Task prompt -
Do any lines in the data below contain "JSON"? If so, copy every one of them.
--- Data segment ---
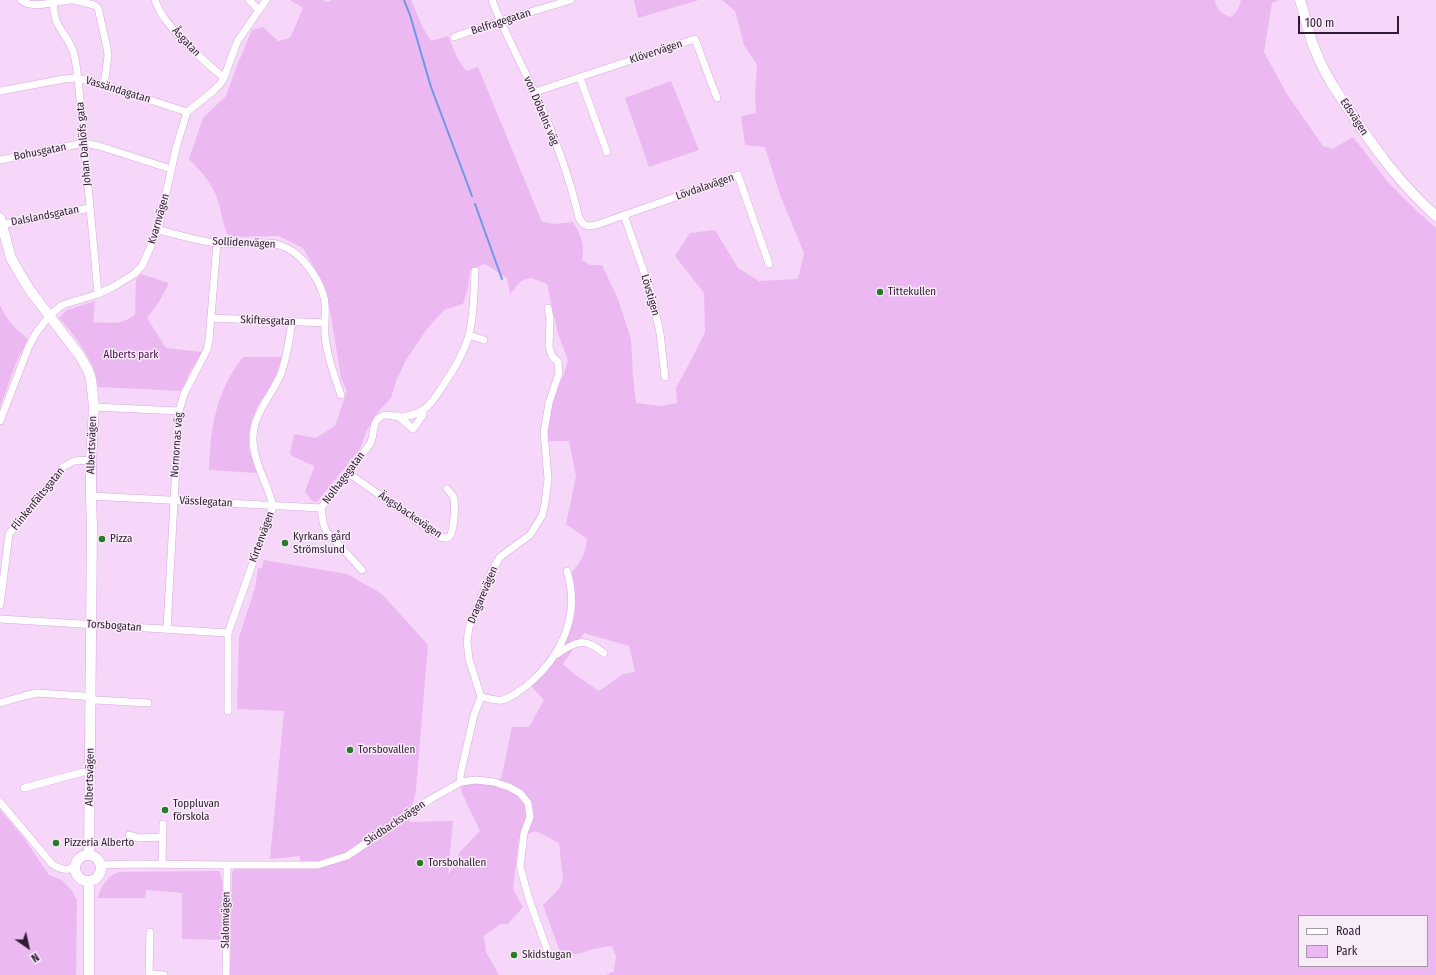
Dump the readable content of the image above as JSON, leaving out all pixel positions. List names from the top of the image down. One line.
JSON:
{"streets":{"street":["Belfragegatan","Åsgatan","Klövervägen","Vassändagatan","von Döbelns väg","Edsvägen","Johan Dahlöfs gata","Bohusgatan","Lövdalavägen","Dalslandsgatan","Kvarnvägen","Sollidenvägen","Lövstigen","Skiftesgatan","Albertsvägen","Nornornas väg","Nolhagegatan","Flinkenfältsgatan","Vässlegatan","Ängsbackevägen","Kirtenvägen","Dragarevägen","Torsbogatan","Skidbacksvägen","Slalomvägen"]},"crossings":[["Belfragegatan","von Döbelns väg"],["Klövervägen","von Döbelns väg"],["Vassändagatan","Johan Dahlöfs gata"],["Vassändagatan","Kvarnvägen"],["von Döbelns väg","Lövdalavägen"],["Johan Dahlöfs gata","Bohusgatan"],["Johan Dahlöfs gata","Dalslandsgatan"],["Johan Dahlöfs gata","Kvarnvägen"],["Bohusgatan","Kvarnvägen"],["Lövdalavägen","Lövstigen"],["Dalslandsgatan","Albertsvägen"],["Kvarnvägen","Sollidenvägen"],["Kvarnvägen","Albertsvägen"],["Sollidenvägen","Skiftesgatan"],["Sollidenvägen","Nornornas väg"],["Skiftesgatan","Nornornas väg"],["Skiftesgatan","Kirtenvägen"],["Albertsvägen","Flinkenfältsgatan"],["Albertsvägen","Vässlegatan"],["Albertsvägen","Torsbogatan"],["Albertsvägen","Skidbacksvägen"],["Nornornas väg","Vässlegatan"],["Nornornas väg","Torsbogatan"],["Nolhagegatan","Vässlegatan"],["Nolhagegatan","Ängsbackevägen"],["Vässlegatan","Kirtenvägen"],["Kirtenvägen","Torsbogatan"],["Skidbacksvägen","Slalomvägen"]],"parks":["Alberts park"],"places":["Tittekullen","Pizza","Kyrkans gård Strömslund","Torsbovallen","Toppluvan förskola","Pizzeria Alberto","Torsbohallen","Skidstugan"],"legend":["Road","Park"],"scale_bar":"100 m","north":"bottom right"}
---
Exercise response -
Dump the readable content of the image above as JSON, leaving out all pixel positions. List names from the top of the image down. One line.
JSON:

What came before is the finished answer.